Google's starting off Assistant's year with a preview of what it's got coming down the line. The firm's digital assistant is already on a lot of devices, with Google claiming that over 500 million people are using it. Google plans to increase that number by widening the list of Assistant-enabled devices this year in all categories, ranging from smart home devices from the likes of Phillips, all the way to Samsung's Smart TVs, soundbars from Acer and Anker, and so on. It'll be easier to use an Assistant-enabled device this year because there'll be more of them. Google is also adding a bunch of new features to improve on Assistant's strengths, as well as cover up some glaring weaknesses.

First of all, Google is getting even more proactive with the Assistant. When setting up an Assistant capable device using the device's own companion app on your phone, the Google Home app will surface a notification that'll let you know that you can set up Assistant on the device. You'll be able to do that right from your phone, so it won't take up too much of your time. In the same vein, the company will also be adding Scheduled Actions later this year.

This is exactly what it says on the tin. Users will be able to issue commands telling the Assistant to activate their smart home devices and perform an action at a time of their choosing. The Google Assistant will schedule it and run the action when you want it to. A typical command would be, "Hey Google, run the coffee maker at 6 a.m."

Google Nest Hub Max

Source: Android Central (Image credit: Source: Android Central)

Speaking of the household, the Assistant is adding a new household notes feature. Own a smart display that sits in your kitchen or living room? You'll now be able to create what's essentially a digital sticky note, replacing analog notes on a fridge. Everyone in the household will be able to see it or add their own, even if they don't have a Google account. Fed the dog? Make a note. Picking up lunch? Make a note. Timmy needs a ride home from school? You get the point.

It's done by simply saying, "Hey Google, leave a note that X-" and it'll show up on the display. Google will also add a form of speed dial on the smart display, so users will be able to use Assistant to place calls to select contacts with just a few taps or verbal commands. Neither of these two features are available immediately, but both will be coming later this year.

Google Assistant just launched Interpreter mode last month, and now it's expanding this feature to businesses like airports and hotels, allowing tourists to hit the ground running in foreign countries. This will also include humanitarian organizations like the Mercy Corps and Human Rights Corps who regularly deal with multi-lingual individuals. Meanwhile, Google will continue to build out its language and speech processing capabilities. It's previewing a feature that'll let the Google Assistant read long-form content on the web on your Android phone or tablet. It'll also be able to translate the content on the fly, essentially turning your phone into more of a pocket translator than it already is.

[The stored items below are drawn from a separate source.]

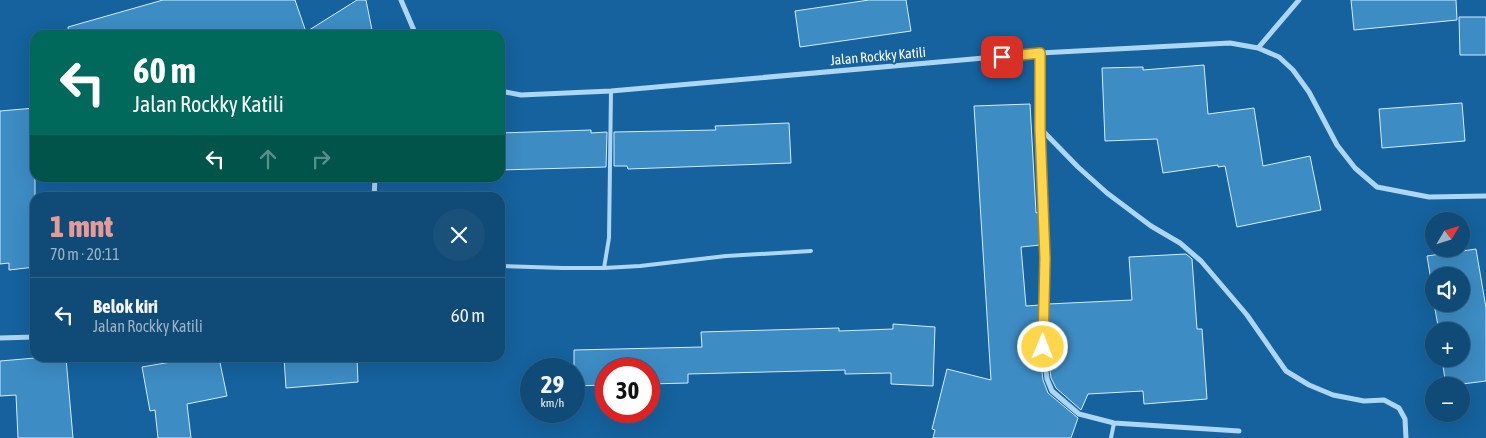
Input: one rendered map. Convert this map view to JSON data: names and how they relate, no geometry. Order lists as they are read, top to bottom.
{
  "streets": {
    "street": ["Jalan Rockky Katili"]
  },
  "north": "top right",
  "page": {
    "turn": ["60 m", "Jalan Rockky Katili"],
    "heading": ["1 mnt", "70 m · 20:11"],
    "map_buttons": ["+", "−"],
    "list": [
      {
        "name": "Belok kiri",
        "note": "Jalan Rockky Katili",
        "value": "60 m"
      }
    ],
    "speed": "29 km/h",
    "limit": "30"
  }
}
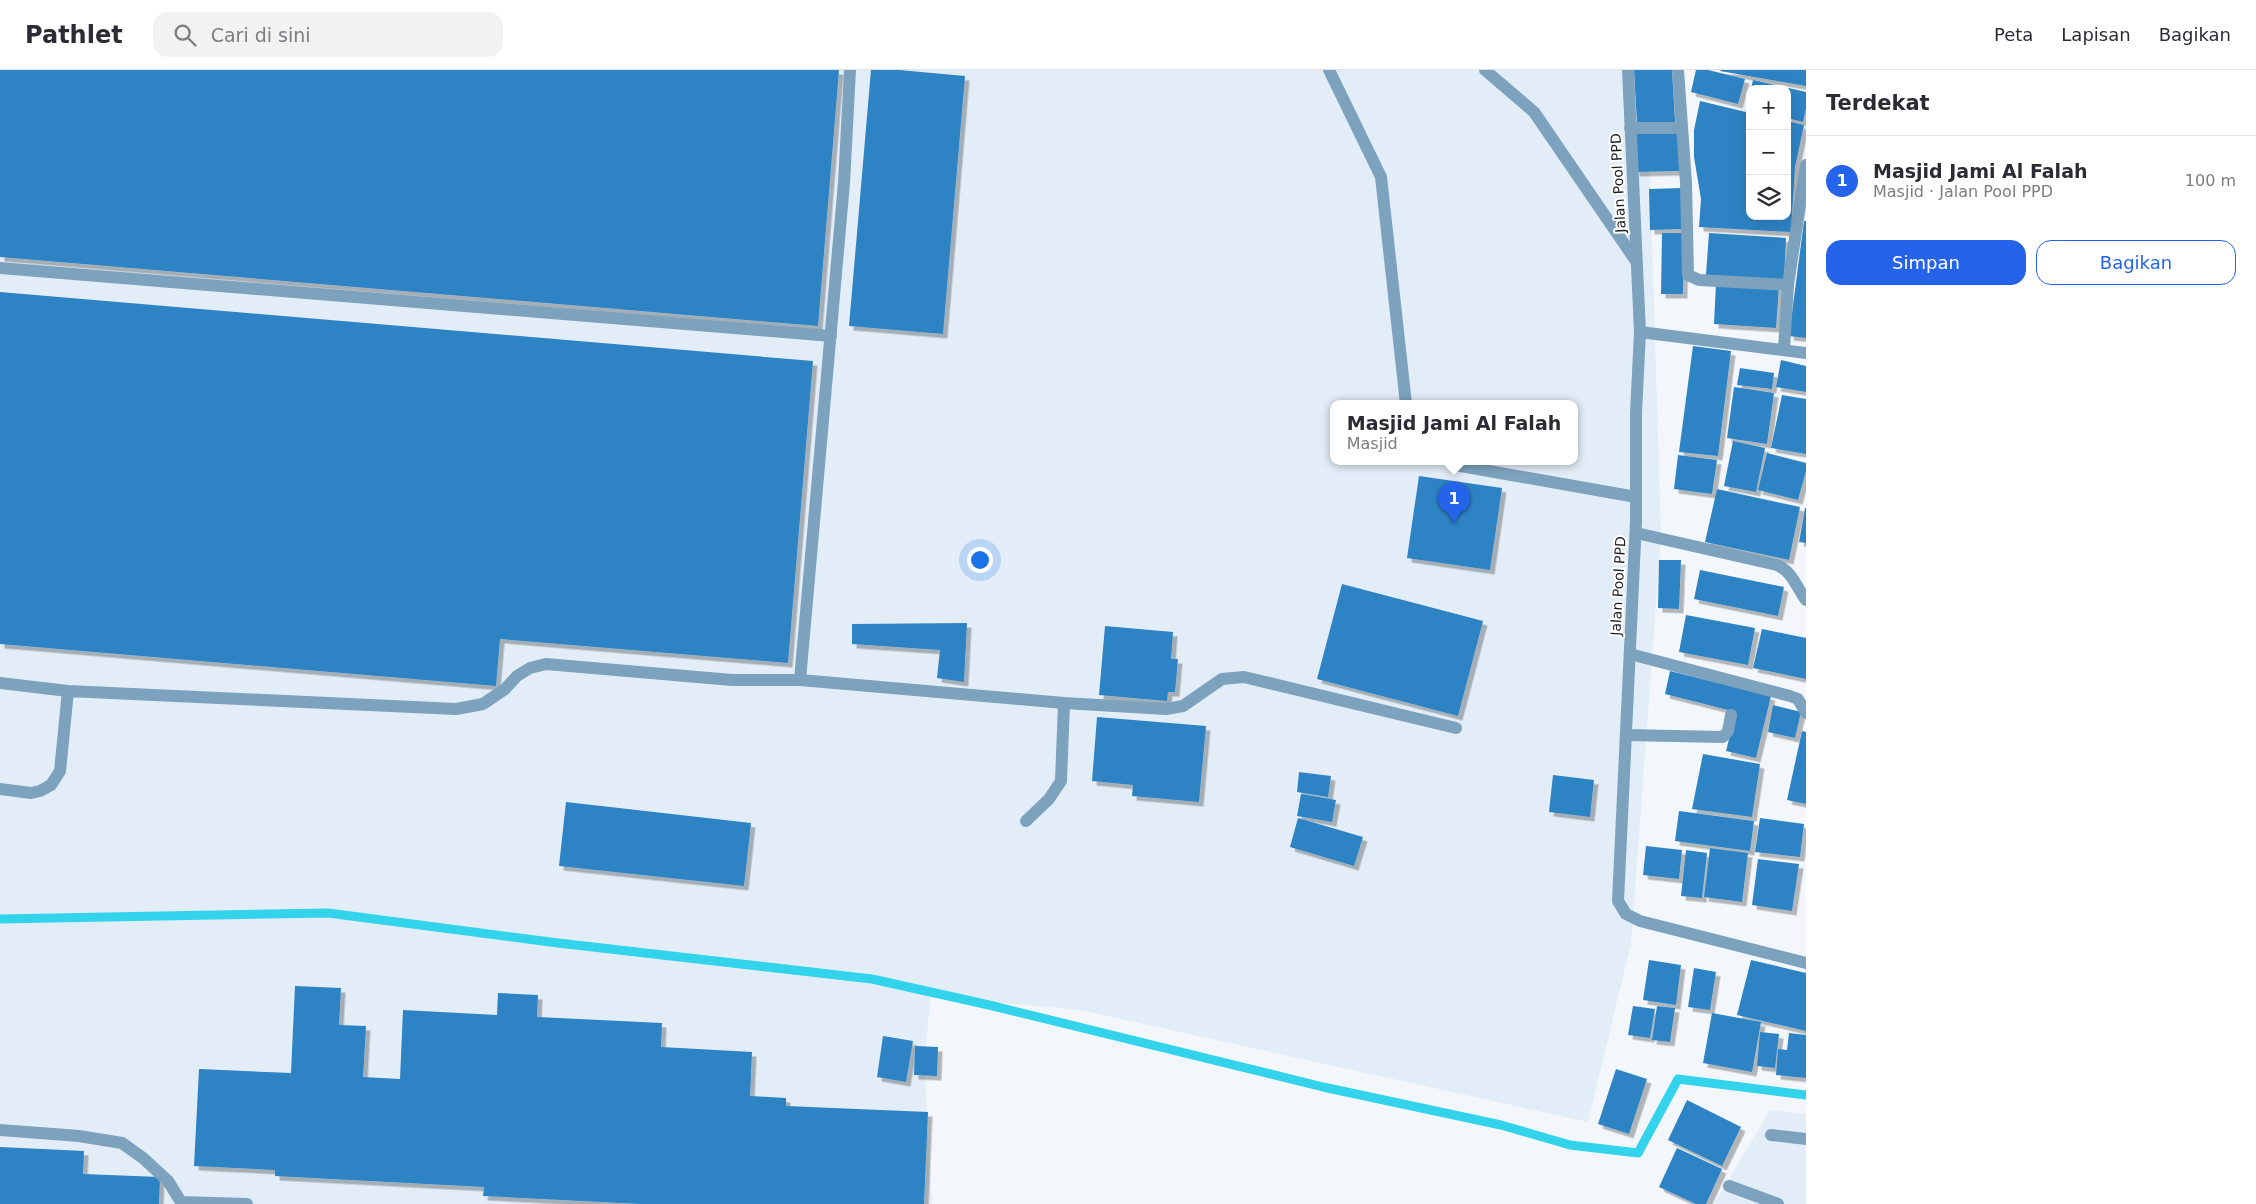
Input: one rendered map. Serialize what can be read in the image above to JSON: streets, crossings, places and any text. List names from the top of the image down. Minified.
{"streets":{"street":["Jalan Pool PPD"]},"page":{"header":"Pathlet","search":"Cari di sini","nav":["Peta","Lapisan","Bagikan"],"heading":"Terdekat","map_buttons":["+","−"],"list":[{"mark":"1","name":"Masjid Jami Al Falah","note":"Masjid · Jalan Pool PPD","value":"100 m"}],"buttons":["Simpan","Bagikan"],"popup":["Masjid Jami Al Falah","Masjid"],"pins":"1"}}
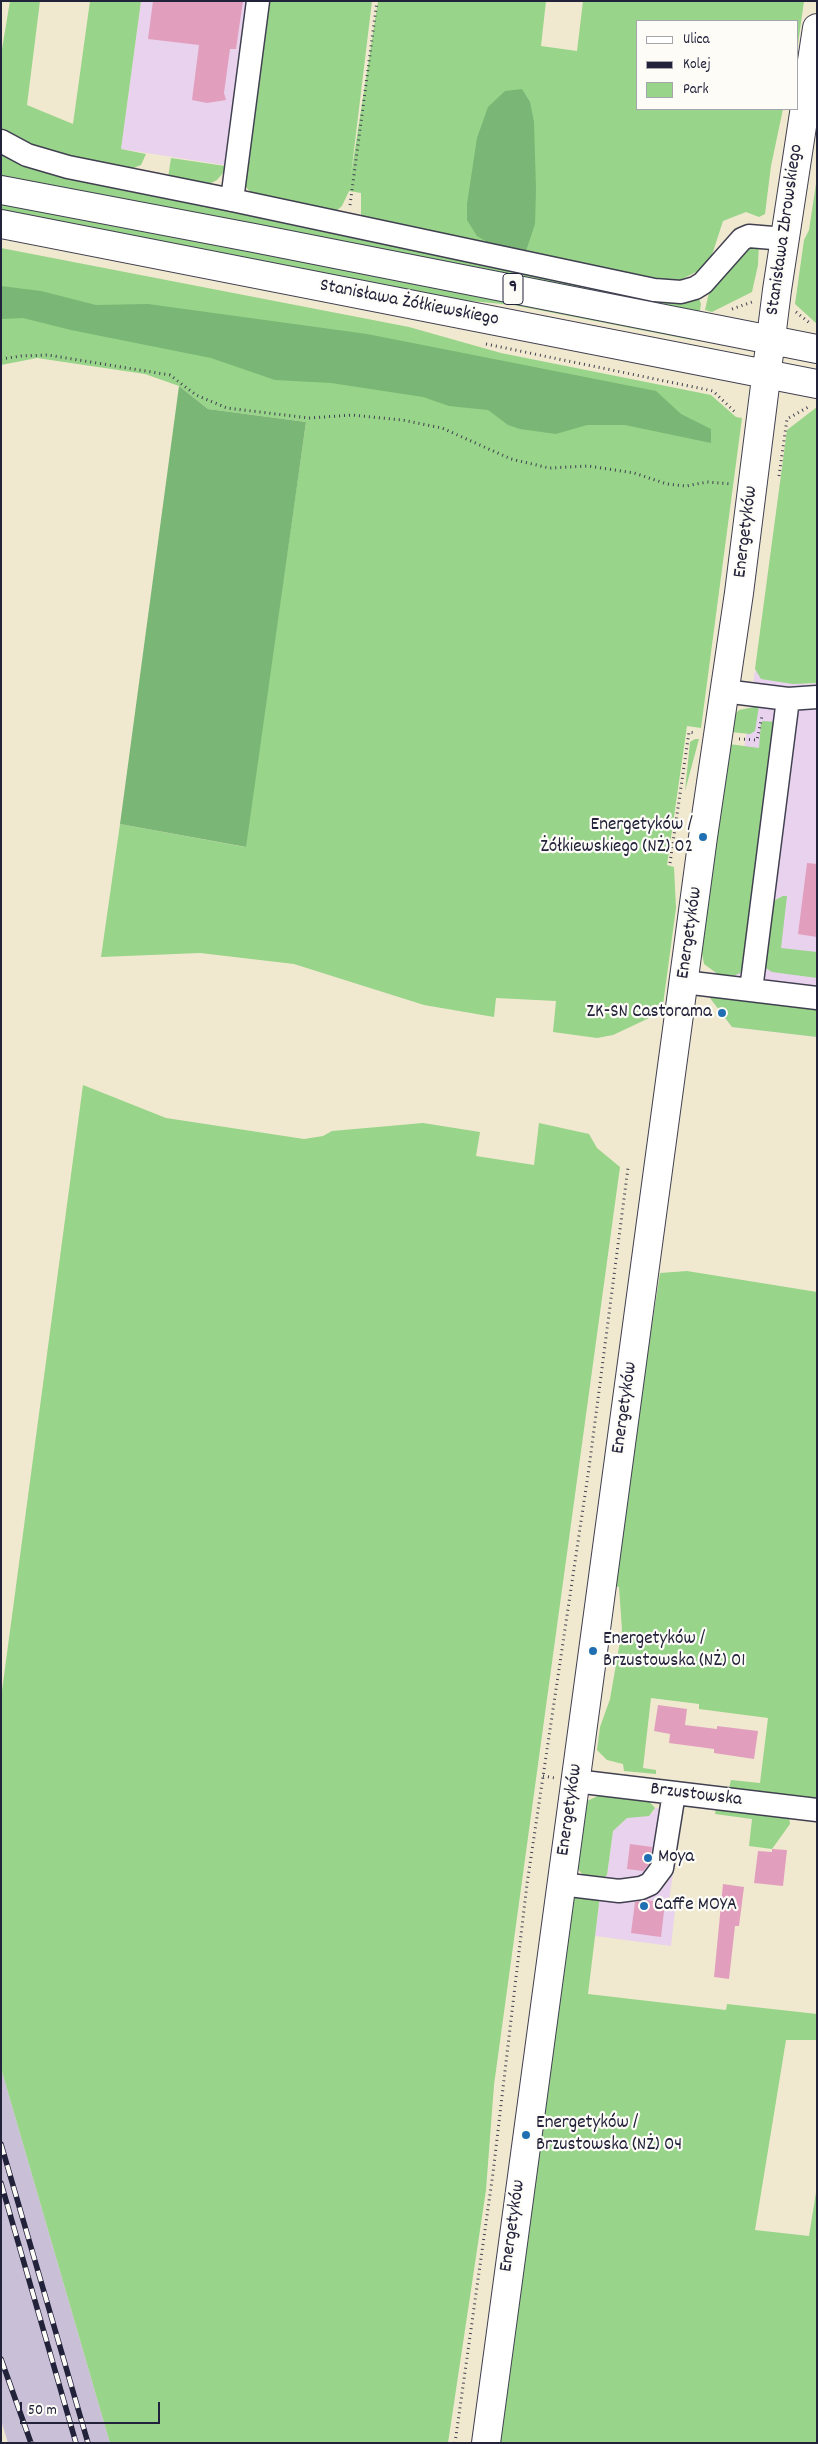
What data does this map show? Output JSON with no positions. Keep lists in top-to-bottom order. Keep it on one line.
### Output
{"streets":{"main road":["Stanisława Zbrowskiego","9","Stanisława Żółkiewskiego","Energetyków"],"street":["Brzustowska"]},"crossings":[["Stanisława Zbrowskiego","Stanisława Żółkiewskiego"],["Stanisława Zbrowskiego","Energetyków"],["Stanisława Żółkiewskiego","Energetyków"],["Energetyków","Brzustowska"]],"places":["Energetyków / Żółkiewskiego (NŻ) 02","ZK-SN Castorama","Energetyków / Brzustowska (NŻ) 01","Moya","Caffe MOYA","Energetyków / Brzustowska (NŻ) 04"],"legend":["Ulica","Kolej","Park"],"scale_bar":"50 m"}
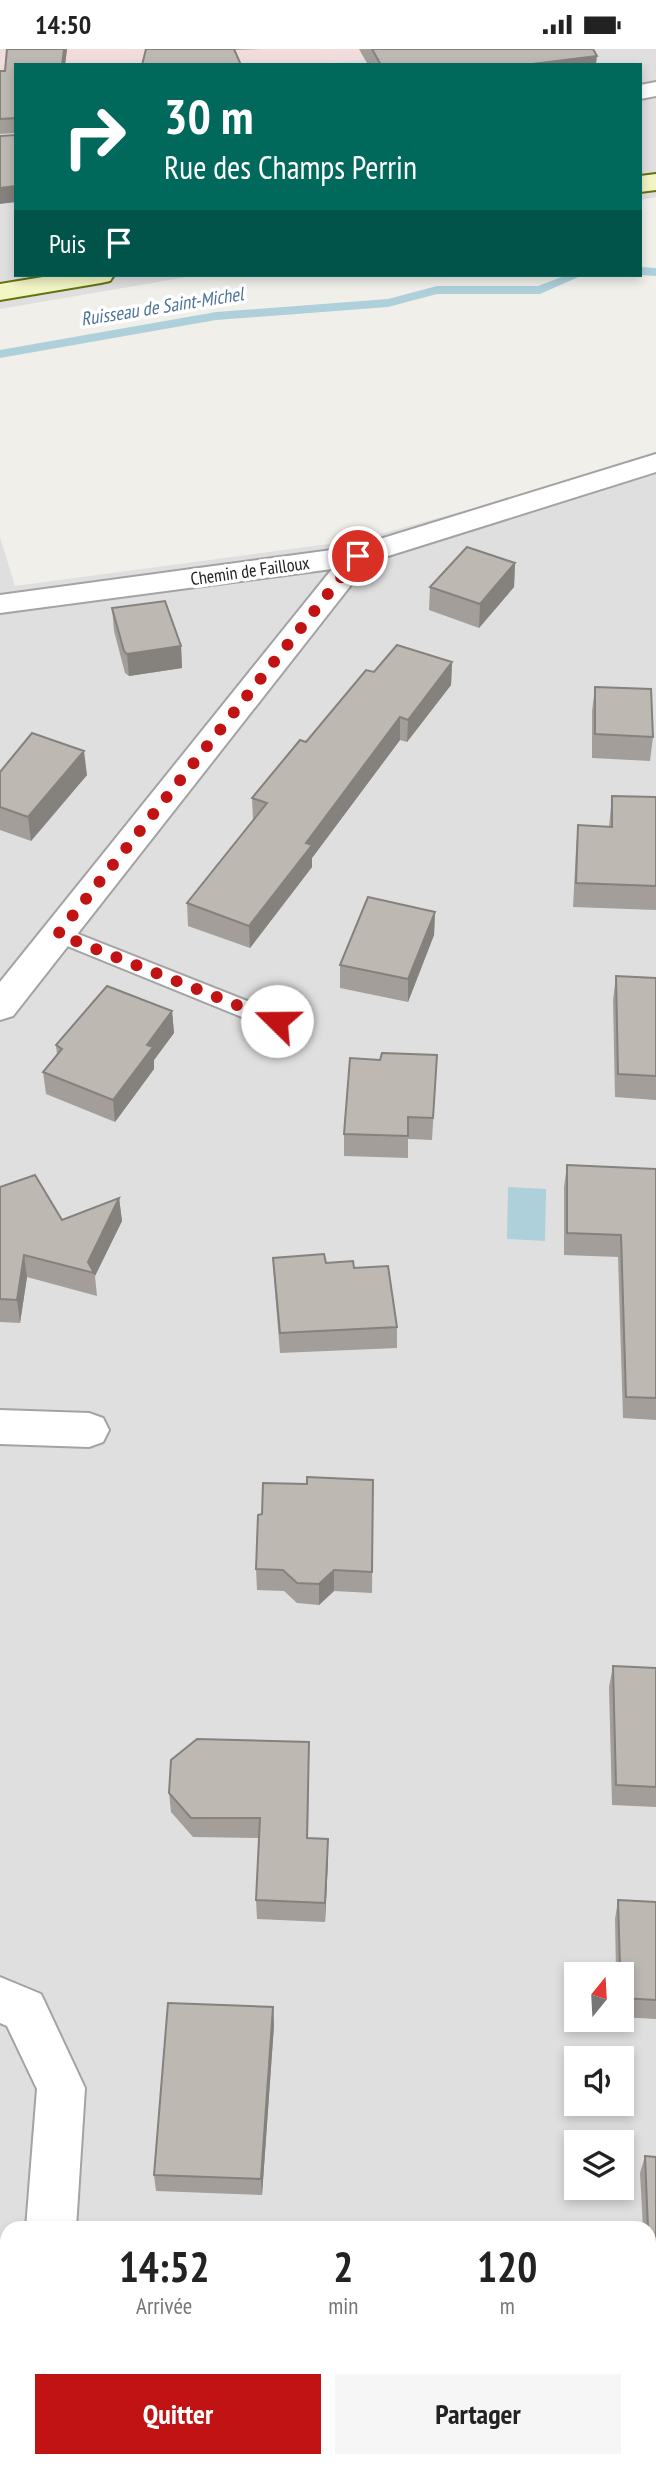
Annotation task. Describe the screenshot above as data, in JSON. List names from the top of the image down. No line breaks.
{"streets":{"street":["Chemin de Failloux"]},"water":["Ruisseau de Saint-Michel"],"north":"top","page":{"status":"14:50","turn":["30 m","Rue des Champs Perrin"],"then":"Puis","eta":["14:52","Arrivée","2","min","120","m"],"buttons":["Quitter","Partager"]}}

Google Assistant on Pixel 3a

Source: Ara Wagoner / Android Central (Image credit: Source: Ara Wagoner / Android Central)

Finally, Google is redoubling its focus on privacy. Smart Speakers like the Google Home and Amazon Echo were hit by stealth recording scandals last year, and now Google's doing more to make sure users have the tools to take control of their privacy. The company is adding queries like, "Hey Google, that wasn't for you" and "Hey Google, are you saving my audio data?" to let users delete recordings and learn about privacy settings, respectively.

With these set of announcements, Google looks to be maintaining its lead over its competitors. Of course, the firm has had its privacy-related fumbles in its past, so even a verbal commitment to privacy may not be enough especially as wider availability means more vulnerable points. Google Assistant is going to get a lot more powerful this year — let's hope it gets the responsibility to go with it.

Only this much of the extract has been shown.